**Exercise description**
For every line in the records below that holds "color", make a copy.

- - -

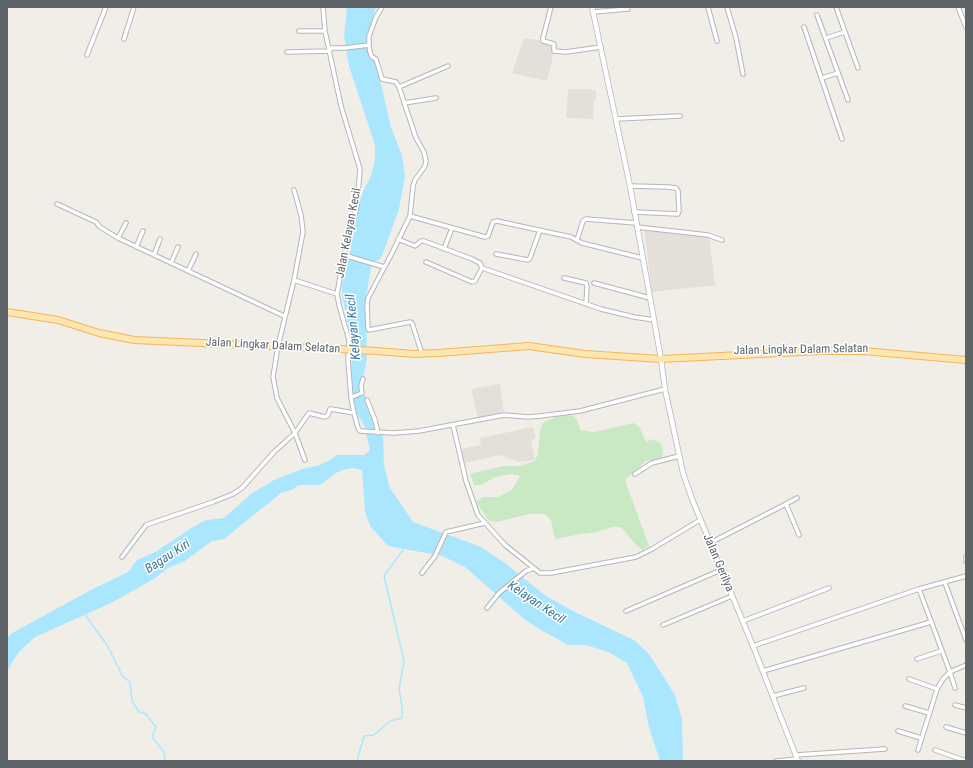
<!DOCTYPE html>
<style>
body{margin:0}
#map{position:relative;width:973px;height:768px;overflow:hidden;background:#f1eee8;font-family:"Roboto Condensed",sans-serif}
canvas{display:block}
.frame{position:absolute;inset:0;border:8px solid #5f6468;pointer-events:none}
</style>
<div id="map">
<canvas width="973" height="768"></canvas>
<div class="frame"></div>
</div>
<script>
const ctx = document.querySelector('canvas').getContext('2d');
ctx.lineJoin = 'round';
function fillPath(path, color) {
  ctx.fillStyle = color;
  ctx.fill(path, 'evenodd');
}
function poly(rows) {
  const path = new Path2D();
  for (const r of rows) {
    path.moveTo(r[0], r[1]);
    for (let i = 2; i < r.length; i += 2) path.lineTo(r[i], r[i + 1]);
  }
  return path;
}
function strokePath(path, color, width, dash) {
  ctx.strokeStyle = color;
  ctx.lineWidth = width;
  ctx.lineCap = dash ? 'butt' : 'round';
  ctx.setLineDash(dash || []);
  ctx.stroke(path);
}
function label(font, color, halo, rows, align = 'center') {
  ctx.font = font + ' "Roboto Condensed",sans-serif';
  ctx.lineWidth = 3;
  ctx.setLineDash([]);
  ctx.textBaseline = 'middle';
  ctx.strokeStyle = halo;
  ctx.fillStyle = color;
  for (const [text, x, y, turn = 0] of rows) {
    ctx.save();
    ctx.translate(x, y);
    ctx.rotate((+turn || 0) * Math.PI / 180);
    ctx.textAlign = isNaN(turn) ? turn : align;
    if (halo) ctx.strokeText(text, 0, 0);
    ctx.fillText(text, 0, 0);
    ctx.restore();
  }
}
const education = poly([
 [524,38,556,43,547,81,512,73],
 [568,89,589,89,596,91,596,99,594,100,593,119,566,118],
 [644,228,709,236,715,285,652,292],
 [500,384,504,412,478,418,471,389],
 [533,427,536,438,531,441,535,460,518,462,501,455,464,463,461,449,481,445,480,438]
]);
const green = poly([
 [566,415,574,416,578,422,580,430,594,432,634,423,640,428,646,442,653,439,660,443,663,449,662,457,655,460,646,461,625,480,649,546,642,550,636,545,621,527,612,527,597,532,581,534,555,539,551,520,545,514,529,514,497,522,489,521,476,502,483,497,498,497,512,490,520,476,512,474,495,477,481,485,474,485,470,474,503,466,520,466,535,461,538,454,540,430,543,423,558,416]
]);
const water = poly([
 [347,7,376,7,368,32,366,44,370,56,376,63,391,127,402,156,405,176,399,209,382,256,379,260,373,262,371,268,366,298,367,358,362,385,363,391,375,417,378,429,383,434,384,465,390,488,413,522,481,547,505,563,546,596,577,613,634,640,649,654,675,695,682,719,683,759,682,761,660,761,649,728,643,697,627,663,608,652,586,645,568,645,534,626,523,618,465,567,442,556,388,546,370,526,365,511,362,470,353,468,346,469,336,473,320,485,302,485,297,486,292,490,281,493,224,539,212,541,185,561,168,568,154,579,109,604,35,637,18,653,7,671,7,638,12,633,91,590,128,572,137,560,157,551,191,528,206,520,224,518,251,494,274,480,302,469,320,465,332,459,336,455,364,455,370,450,364,425,355,411,351,377,352,342,342,296,342,285,359,206,363,191,371,176,375,159,375,145,349,66,344,36]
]);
const stream = poly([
 [84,613,107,645,123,677,130,682,132,701,139,712,146,714,156,727,152,737,164,752,165,761],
 [357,761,364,736,374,735,390,721,402,718,402,707,399,689,404,661,384,576,405,547]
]);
const minor = poly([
 [323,7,325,31,341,106,360,169,357,206,344,255,337,294,339,305,349,340,348,360,351,398,354,413],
 [382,7,376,17,369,36,369,45,370,52,372,57,376,59,382,79,396,82,399,87,416,138,424,152,426,161,425,166,415,180,413,186,410,216,392,253,368,298,367,304,368,328,369,330,410,322,412,323,422,354],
 [551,7,543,38,543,41,554,44,554,51,566,52,601,47],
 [708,7,717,41],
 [727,7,736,38,743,74],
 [836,7,858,68],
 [958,7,966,27],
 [593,12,628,9],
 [817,15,848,100],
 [804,27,842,139],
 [299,31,325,31],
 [826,38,845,32],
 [124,39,134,7],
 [329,48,345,48,369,45],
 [287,52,330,51],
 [87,55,106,7],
 [822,78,838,73],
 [399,87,448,66],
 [404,103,436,98],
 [616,119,680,116],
 [630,186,668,187,676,188,678,191,679,211,678,214,634,212],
 [294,190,301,215,303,232,294,280,278,346,273,377,277,398,295,433,305,460],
 [57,204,96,222,100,227,118,238,284,316],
 [410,216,485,237,488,236,493,222,497,221,571,237,582,243,642,258],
 [637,227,708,235,722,240],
 [118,238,126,223],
 [398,239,415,246,421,241,424,241,472,259,480,263,482,268,601,309,634,317,654,320],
 [577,240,583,221,586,219,636,223],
 [136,247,143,231],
 [444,249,452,228],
 [496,254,528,260,530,258,540,230],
 [154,255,160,239],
 [344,255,384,267],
 [426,262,472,282,475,281,482,268],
 [171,263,178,247],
 [188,271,196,254],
 [564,278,586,283,587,287,586,304],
 [294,280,337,294],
 [594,283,650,298],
 [351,398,352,397,362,393,361,386,363,379],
 [367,400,375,420,378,433],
 [453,425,466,481,478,515,505,545,540,573,551,573,636,557,652,549,700,520],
 [635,474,652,463,679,456],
 [786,504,797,498],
 [710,543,786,504,799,535],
 [122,557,146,525,213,502,233,494,242,488,274,452,295,433,309,413,325,417,328,415,330,409,331,409,354,413,358,428,360,431,393,433,419,431,504,415,528,417,540,416,580,411,665,389],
 [966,557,966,561],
 [422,573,435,556,446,532,485,523],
 [945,583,966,640],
 [919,589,950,672,955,688],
 [487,608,499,593,526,571,534,568],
 [626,611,721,570],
 [743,621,829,588],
 [663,625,732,596],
 [753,646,919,589,966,576],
 [917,659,941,651],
 [763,671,931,622],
 [909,679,937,689],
 [773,696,804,688],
 [955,705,966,708],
 [905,706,929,713],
 [946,727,966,733],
 [898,731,921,738],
 [918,750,937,689,943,679,950,672,966,665],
 [935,750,966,761],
 [796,755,885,749],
 [776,761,797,759]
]);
const tertiary = poly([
 [592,7,630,186,661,359,665,389,683,473,692,499,753,646,798,761]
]);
const primary = poly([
 [7,312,58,320,99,333,134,340,339,349],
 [377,351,414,354,438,353,529,346,585,354,661,359,821,351,863,351,966,360]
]);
const primaryBridge = poly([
 [339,349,377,351]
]);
const streetNames = [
 ["Jalan Kelayan Kecil",349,233,-79],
 ["Jalan Lingkar Dalam Selatan",273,346,3],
 ["Jalan Lingkar Dalam Selatan",801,350,-1],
 ["Jalan Gerilya",718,563,67]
];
const waterNames = [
 ["Kelayan Kecil",354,327,-95],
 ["Bagau Kiri",168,557,-33],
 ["Kelayan Kecil",536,603,34]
];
fillPath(education, '#e4dfd9');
fillPath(green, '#c9e9c4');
fillPath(water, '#aae7ff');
strokePath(stream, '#aae7ff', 1.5);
strokePath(minor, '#b3b6ba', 5.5);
strokePath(tertiary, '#b3b6ba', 6);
strokePath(primary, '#f7b35b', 8);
strokePath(minor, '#fff', 3.5);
strokePath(tertiary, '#fff', 4.5);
strokePath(primary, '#ffe6af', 6);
strokePath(primaryBridge, '#f7b35b', 8, []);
strokePath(primaryBridge, '#ffe6af', 6);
label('12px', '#5f6468', '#fff', streetNames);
label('italic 13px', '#39789b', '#fff', waterNames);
</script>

- - -

**Exercise response**
function fillPath(path, color) {
  ctx.fillStyle = color;
function strokePath(path, color, width, dash) {
  ctx.strokeStyle = color;
function label(font, color, halo, rows, align = 'center') {
  ctx.fillStyle = color;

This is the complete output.